The initial repository was for the 'Usable ML' software project course at FU Berlin, provided by Fraunhofer AISEC. Students will develop a graphical user interface that allows creating machine learning models and manipulating them. Possible features include:
- start training
- interrupt training
- continue training
- adjust parameters (e.g., learning rate, loss function, momentum, dropout-rate) (0.5 P)
- before the training
- during the training
- revert to an earlier epoch (1 P)
- freeze parts of the model (1 P)
- display accuracy and loss over time for training set
- indicate point in training where a parameter was changed
- display accuracy and loss over time for test set (0.5 P)
- display layer-specific information (e.g., gradients) (1 - 2 P)
- compare different runs (1 P)
- fork graph when parameters of earlier epochs are changed (1.5 P)

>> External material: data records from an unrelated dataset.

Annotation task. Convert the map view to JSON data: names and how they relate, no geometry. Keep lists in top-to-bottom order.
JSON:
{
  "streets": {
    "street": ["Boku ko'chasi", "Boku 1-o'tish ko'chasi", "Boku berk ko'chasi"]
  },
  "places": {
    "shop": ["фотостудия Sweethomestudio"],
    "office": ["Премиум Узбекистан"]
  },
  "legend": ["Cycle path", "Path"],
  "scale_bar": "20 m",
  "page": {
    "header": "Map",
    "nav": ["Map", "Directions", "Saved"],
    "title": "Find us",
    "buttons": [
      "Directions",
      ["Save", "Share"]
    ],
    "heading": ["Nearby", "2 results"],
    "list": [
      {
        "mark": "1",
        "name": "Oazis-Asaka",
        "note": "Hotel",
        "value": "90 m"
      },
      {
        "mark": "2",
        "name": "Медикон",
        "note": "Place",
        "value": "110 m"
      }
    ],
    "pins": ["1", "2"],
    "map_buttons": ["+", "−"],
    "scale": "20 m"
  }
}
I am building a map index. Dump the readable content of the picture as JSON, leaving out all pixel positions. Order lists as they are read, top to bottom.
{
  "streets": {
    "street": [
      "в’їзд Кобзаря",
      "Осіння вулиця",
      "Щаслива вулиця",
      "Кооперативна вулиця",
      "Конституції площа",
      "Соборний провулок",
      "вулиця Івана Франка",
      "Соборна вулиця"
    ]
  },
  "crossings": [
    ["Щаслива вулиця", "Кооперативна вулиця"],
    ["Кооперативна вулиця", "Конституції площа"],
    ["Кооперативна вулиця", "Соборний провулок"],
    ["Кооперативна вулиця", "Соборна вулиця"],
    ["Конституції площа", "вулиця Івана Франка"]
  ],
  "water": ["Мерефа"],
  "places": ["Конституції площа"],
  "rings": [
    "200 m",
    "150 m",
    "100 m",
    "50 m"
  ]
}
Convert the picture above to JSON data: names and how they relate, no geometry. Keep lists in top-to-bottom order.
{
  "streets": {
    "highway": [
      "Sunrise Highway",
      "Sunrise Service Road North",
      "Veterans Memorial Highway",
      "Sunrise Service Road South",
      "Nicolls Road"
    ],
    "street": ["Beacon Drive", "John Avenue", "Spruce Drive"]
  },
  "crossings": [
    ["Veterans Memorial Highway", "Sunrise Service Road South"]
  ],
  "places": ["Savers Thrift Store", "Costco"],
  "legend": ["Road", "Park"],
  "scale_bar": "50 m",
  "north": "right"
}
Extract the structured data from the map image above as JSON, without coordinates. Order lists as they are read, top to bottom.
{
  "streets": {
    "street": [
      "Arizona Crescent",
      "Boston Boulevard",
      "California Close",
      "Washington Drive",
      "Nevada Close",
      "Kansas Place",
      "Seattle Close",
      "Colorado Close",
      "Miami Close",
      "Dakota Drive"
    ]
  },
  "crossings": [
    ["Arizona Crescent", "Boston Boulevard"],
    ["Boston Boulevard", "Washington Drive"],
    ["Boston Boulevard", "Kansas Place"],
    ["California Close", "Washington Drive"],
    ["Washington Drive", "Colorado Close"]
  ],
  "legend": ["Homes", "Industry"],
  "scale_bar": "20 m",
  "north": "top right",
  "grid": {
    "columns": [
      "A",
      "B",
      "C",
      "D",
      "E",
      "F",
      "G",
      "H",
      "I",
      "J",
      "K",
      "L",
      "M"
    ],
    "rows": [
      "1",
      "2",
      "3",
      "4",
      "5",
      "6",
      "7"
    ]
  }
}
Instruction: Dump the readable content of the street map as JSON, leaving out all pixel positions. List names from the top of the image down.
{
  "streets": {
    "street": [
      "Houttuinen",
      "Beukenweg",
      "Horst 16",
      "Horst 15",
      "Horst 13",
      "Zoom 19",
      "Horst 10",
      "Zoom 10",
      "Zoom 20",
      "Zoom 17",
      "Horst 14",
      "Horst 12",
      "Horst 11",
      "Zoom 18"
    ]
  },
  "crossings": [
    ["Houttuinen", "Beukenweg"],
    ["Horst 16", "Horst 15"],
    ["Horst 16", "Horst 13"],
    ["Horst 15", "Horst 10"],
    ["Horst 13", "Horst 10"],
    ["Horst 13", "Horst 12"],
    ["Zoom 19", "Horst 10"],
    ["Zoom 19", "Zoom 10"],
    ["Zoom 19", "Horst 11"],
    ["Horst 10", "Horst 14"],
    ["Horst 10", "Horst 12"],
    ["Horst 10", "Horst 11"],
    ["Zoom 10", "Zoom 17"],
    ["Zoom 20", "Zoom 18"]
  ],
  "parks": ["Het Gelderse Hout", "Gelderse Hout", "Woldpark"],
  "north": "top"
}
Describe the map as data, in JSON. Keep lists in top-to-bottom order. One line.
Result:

- create models using a GUI (2 P)
- change the composition of layers (1 P)
- change aspects of the layers (e.g., sizes) (0.5 P)
- select stored model to be evaluated (0.5 P)
- evaluate per-class accuracy on test set (or training set, or arbitrary dataset) (1 P)
- display special examples which (2 P)
- are falsely predicted
- are predicted with a small loss
Items in bold are expected as a minimum feature set.
Items in cursiv are implemented.
- Machine Learning/CNN Explanations
- Interactive Visualization of Convolution
- Interactive Tutorial
- Input Drawn Number (with Heatmap & Softmax Results)
- Model Leaderboard
- Highlighting and sorting of highest classification
Python3.10 or newer is required
-
create venv enviroment
python -m venv venv
-
Install PyTorch into your environment.
Follow official instructions or just install via pip when enviroment is active
- Install additional requirements
. venv/bin/activate
pip install -r requirements
- Activate/Deactivate enviroment
. venv/bin/activate
. venv/bin/deactivate
-
Activate enviroment (see above)
-
Run the app
python app.py
This project is licensed under the GNU Affero General Public License v3.0.